We also need a firefighter-- You can pick from four different firefighters-- a shopper, a tv watcher, a vide gamer, or a web surfer.
And I'd also like someone to come up and volunteer to be the self–this will be a nonspeaking role for this demonstration, you just need to stand here and exude some calm, confidence and clarity
So Self, I want you to just stand here and feel your fabulous qualities of calm and clarity and confidence. Radiate. Now I invite, you, exile to play your part. Pause. Now I invite the manager to step in and do your job. Now let's have the exile and manager at the same time. Pause. The manager's minimizing is not working–the exile still feels upset–so we need a firefighter. I invite the firefighter to leap into action. Let's hear you, firefighter. Now let's have the exile, manager and firefighter all going at once. Pause.
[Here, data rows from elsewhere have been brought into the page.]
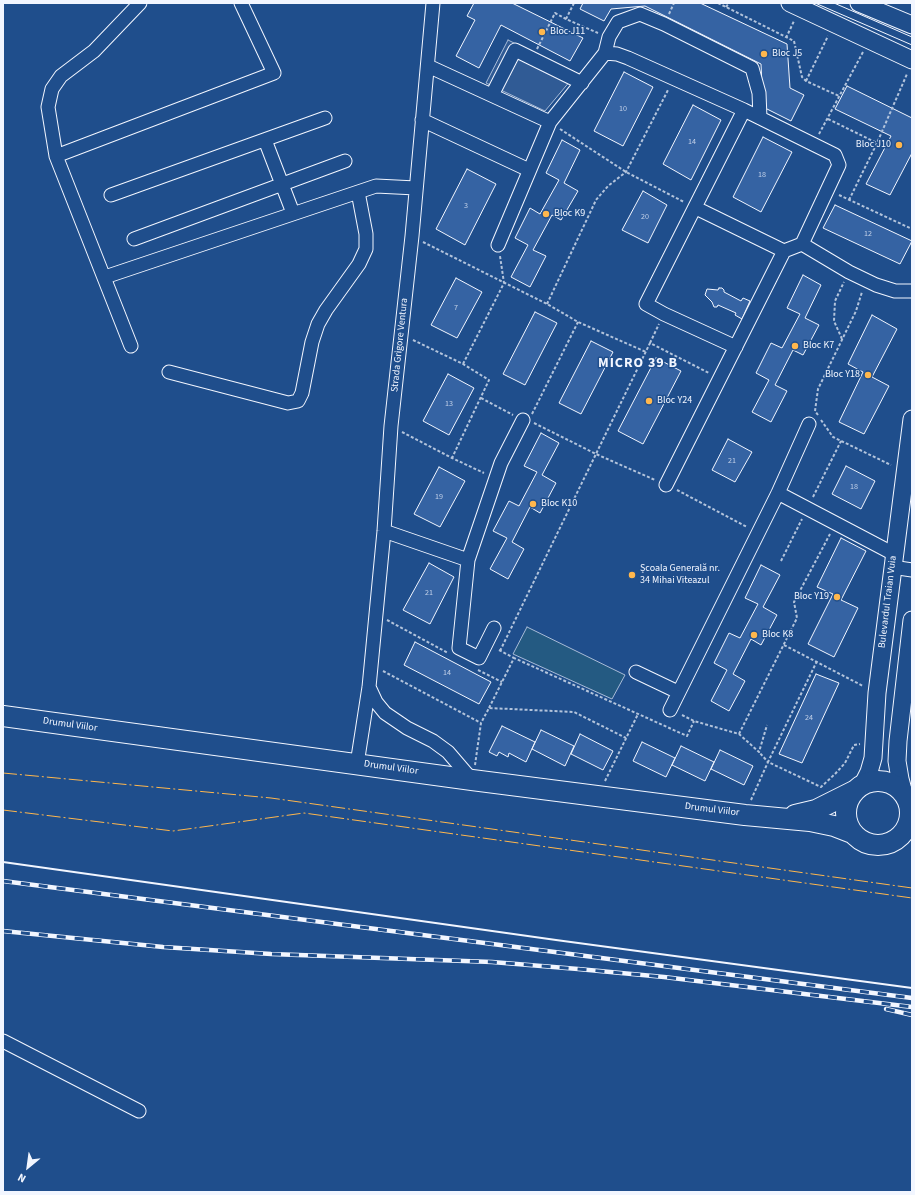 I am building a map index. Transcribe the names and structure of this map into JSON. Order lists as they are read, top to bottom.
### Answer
{
  "streets": {
    "highway": ["Drumul Viilor"],
    "main road": ["Bulevardul Traian Vuia"],
    "street": ["Strada Grigore Ventura"]
  },
  "crossings": [
    ["Strada Grigore Ventura", "Drumul Viilor"],
    ["Bulevardul Traian Vuia", "Drumul Viilor"]
  ],
  "districts": ["MICRO 39 B"],
  "places": [
    "Bloc J11",
    "Bloc J5",
    "Bloc J10",
    "Bloc K9",
    "Bloc K7",
    "Bloc Y18",
    "Bloc Y24",
    "Bloc K10",
    "Școala Generală nr. 34 Mihai Viteazul",
    "Bloc Y19",
    "Bloc K8"
  ],
  "house_numbers": [
    "10",
    "14",
    "18",
    "3",
    "20",
    "12",
    "7",
    "13",
    "21",
    "18",
    "19",
    "21",
    "14",
    "24"
  ],
  "north": "bottom left"
} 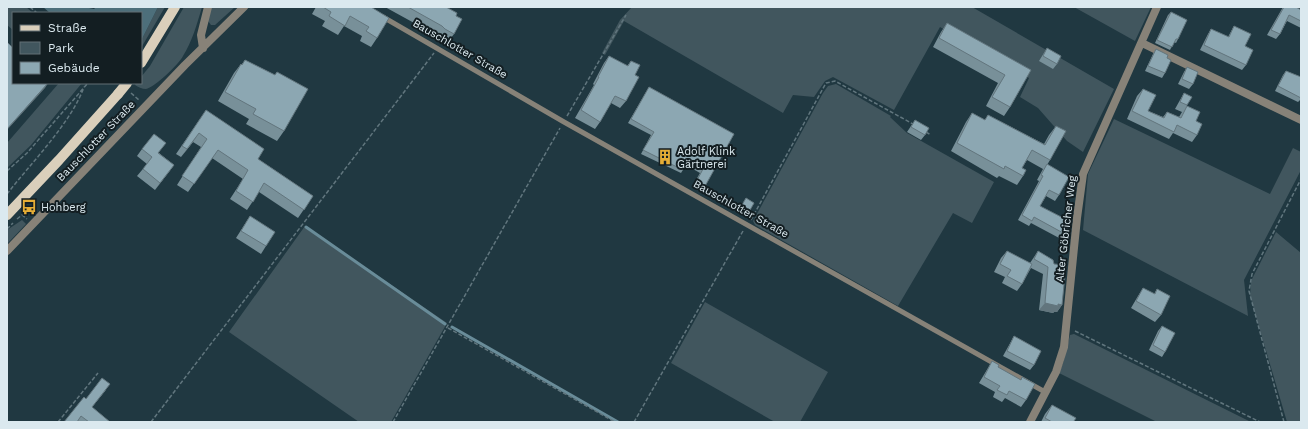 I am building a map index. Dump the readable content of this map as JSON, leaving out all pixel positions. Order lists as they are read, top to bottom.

So you can see that as parts come on the scene, they block out the self, in the same way that clouds block the Sun. The Self is always there-- the client is naturally creative, resourceful and whole behind all these parts-- but when the parts get going, they block out the Self. So our job as coaches is to help our clients slow it down, and begin to identify their different parts as parts. Because in the moment when a client thinks to herself, “Oh I am not the one who believes I'm worthless, that's just a part of me” that creates separation between the part and the self, and that allows a little bit of the self to shine through. And that's all it takes sometimes to help our clients make the next shift they need to make.
de-role. Thanks. Back to seats.
So now I'd like to open up space for questions. We have about [10 minutes] [15 min.] if you feel comfortable you can project loudly and I will repeat back what you said or you can also queue up at the microphone.